**Work required**
Write out all of the records precisely. Skip anything that is a picture.

**Material provided**
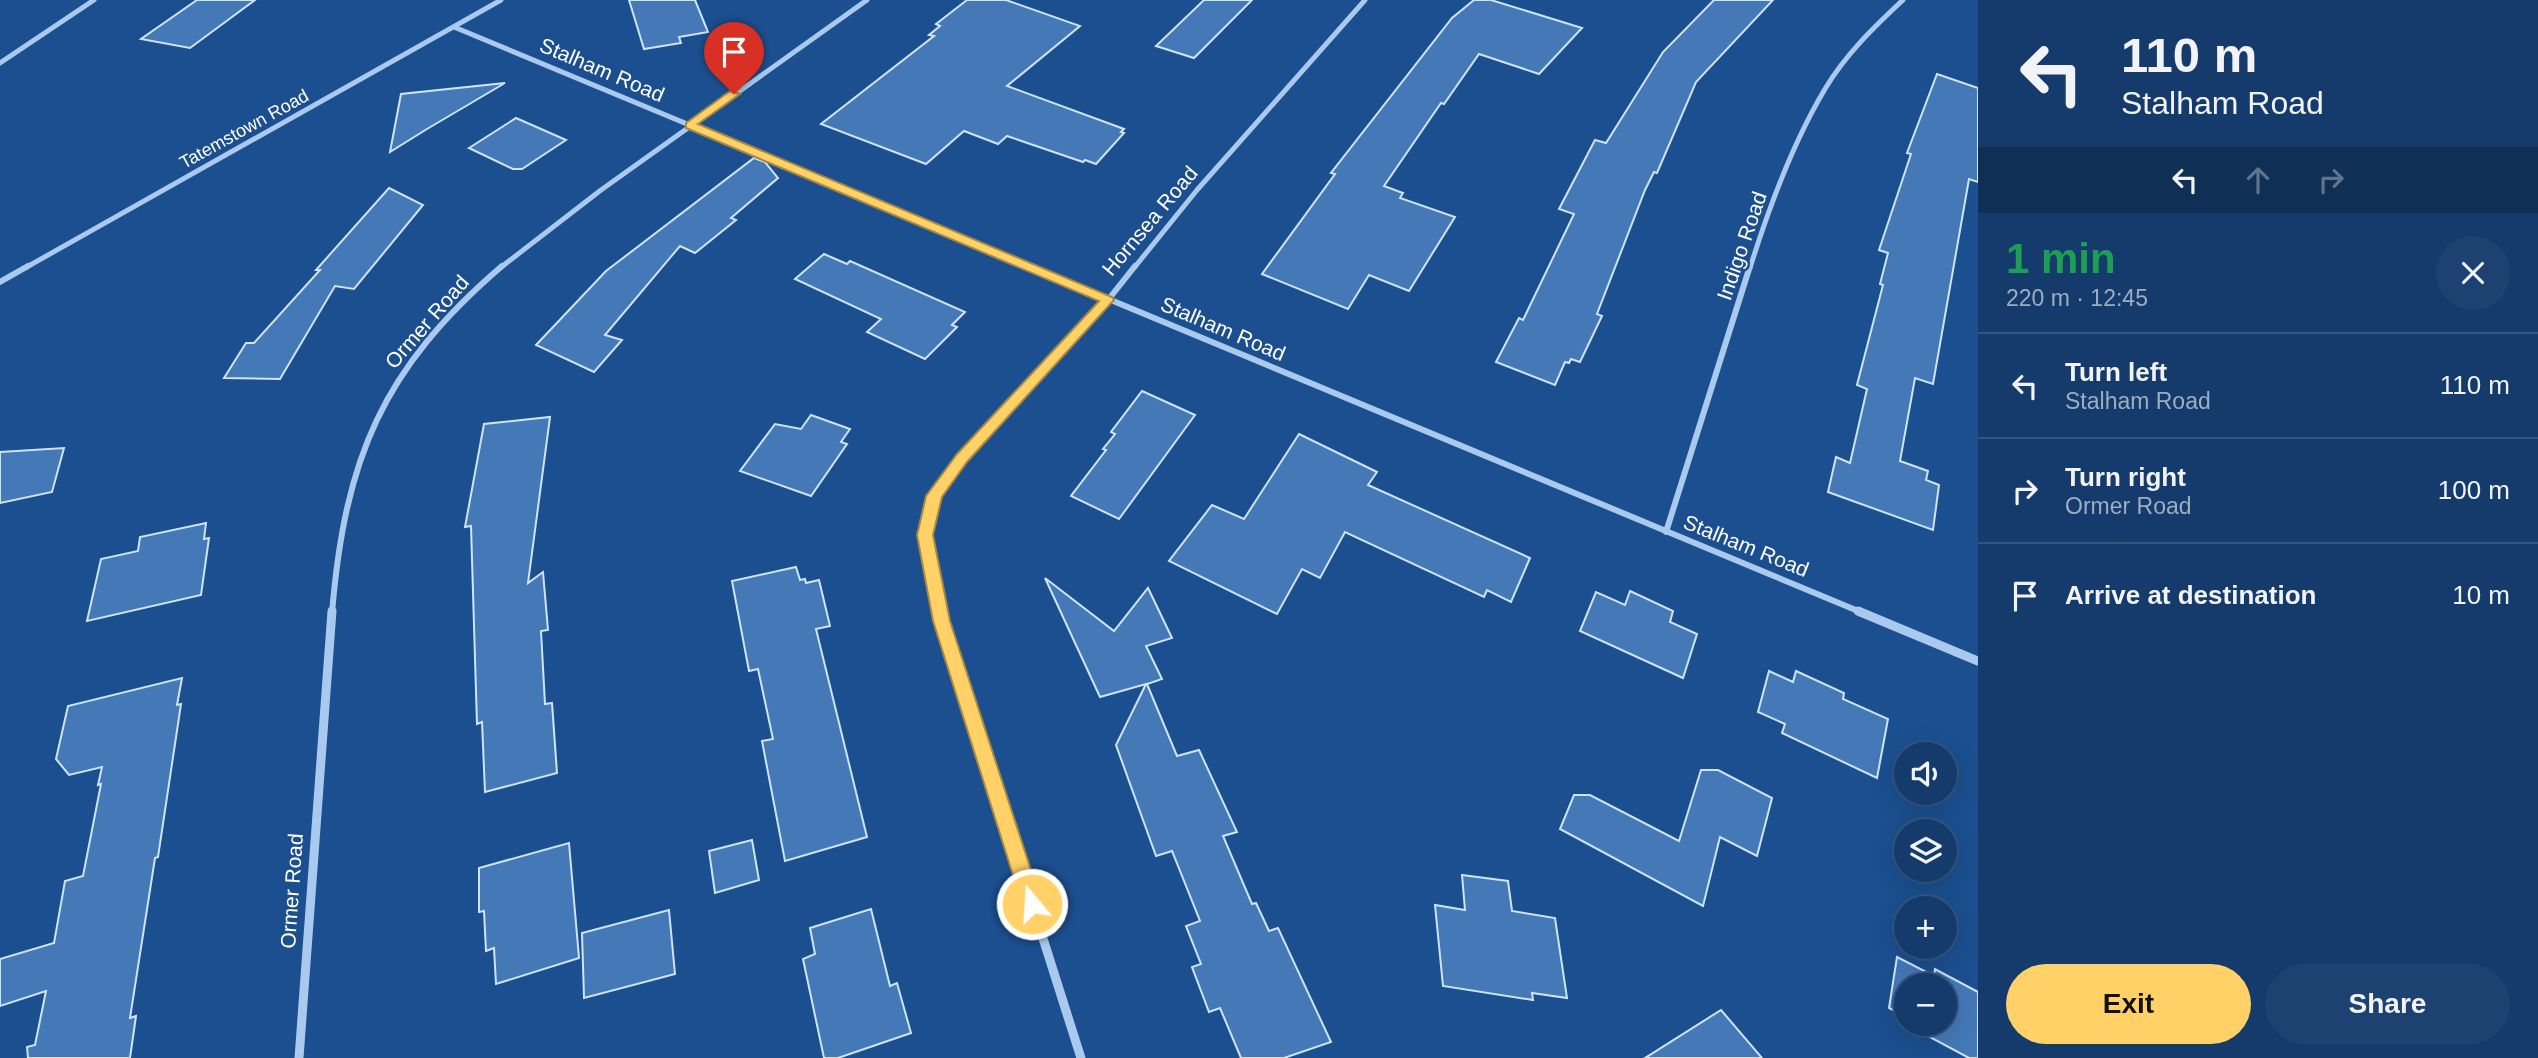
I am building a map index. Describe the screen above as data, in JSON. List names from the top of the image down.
{
  "streets": {
    "street": [
      "Stalham Road",
      "Tatemstown Road",
      "Hornsea Road",
      "Indigo Road",
      "Ormer Road"
    ]
  },
  "crossings": [
    ["Stalham Road", "Tatemstown Road"],
    ["Stalham Road", "Hornsea Road"],
    ["Stalham Road", "Indigo Road"],
    ["Stalham Road", "Ormer Road"]
  ],
  "page": {
    "turn": ["110 m", "Stalham Road"],
    "heading": ["1 min", "220 m · 12:45"],
    "list": [
      {
        "name": "Turn left",
        "note": "Stalham Road",
        "value": "110 m"
      },
      {
        "name": "Turn right",
        "note": "Ormer Road",
        "value": "100 m"
      },
      {
        "name": "Arrive at destination",
        "value": "10 m"
      }
    ],
    "map_buttons": ["+", "−"],
    "buttons": ["Exit", "Share"]
  }
}
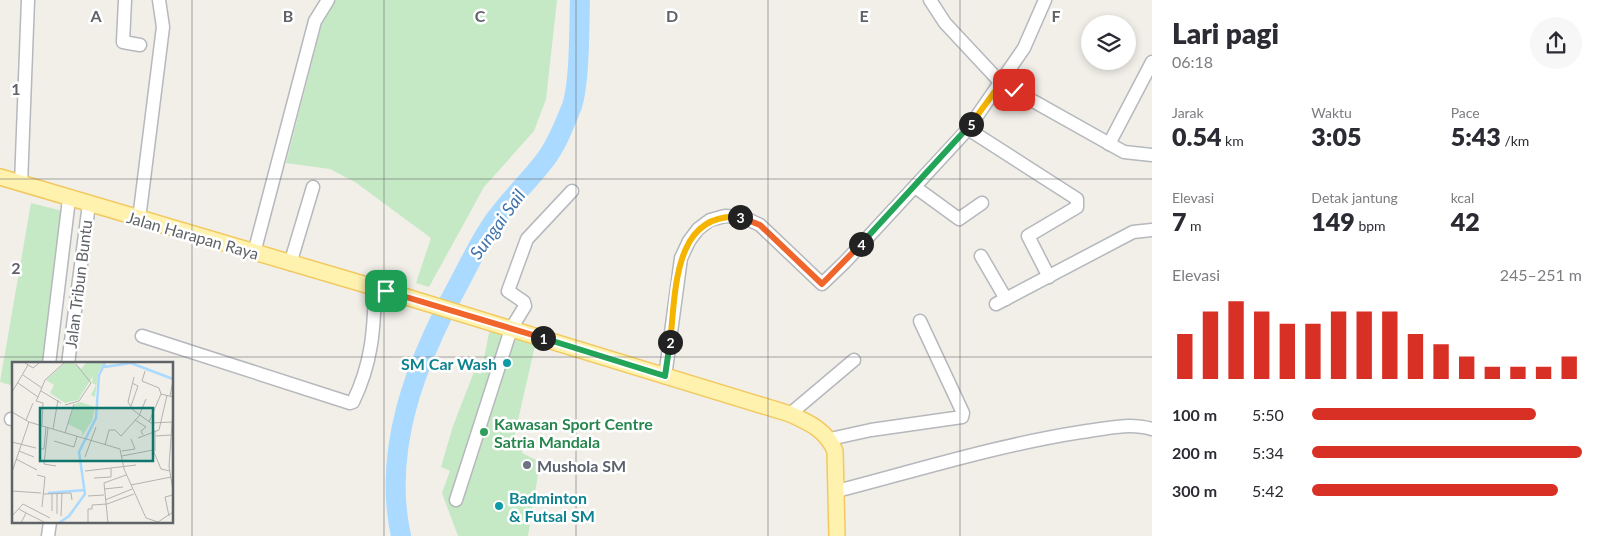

**Answer for this exercise**
I am building a map index. Describe the screen above as data, in JSON. List names from the top of the image down.
{
  "streets": {
    "street": [
      "Stalham Road",
      "Tatemstown Road",
      "Hornsea Road",
      "Indigo Road",
      "Ormer Road"
    ]
  },
  "crossings": [
    ["Stalham Road", "Tatemstown Road"],
    ["Stalham Road", "Hornsea Road"],
    ["Stalham Road", "Indigo Road"],
    ["Stalham Road", "Ormer Road"]
  ],
  "page": {
    "turn": ["110 m", "Stalham Road"],
    "heading": ["1 min", "220 m · 12:45"],
    "list": [
      {
        "name": "Turn left",
        "note": "Stalham Road",
        "value": "110 m"
      },
      {
        "name": "Turn right",
        "note": "Ormer Road",
        "value": "100 m"
      },
      {
        "name": "Arrive at destination",
        "value": "10 m"
      }
    ],
    "map_buttons": ["+", "−"],
    "buttons": ["Exit", "Share"]
  }
}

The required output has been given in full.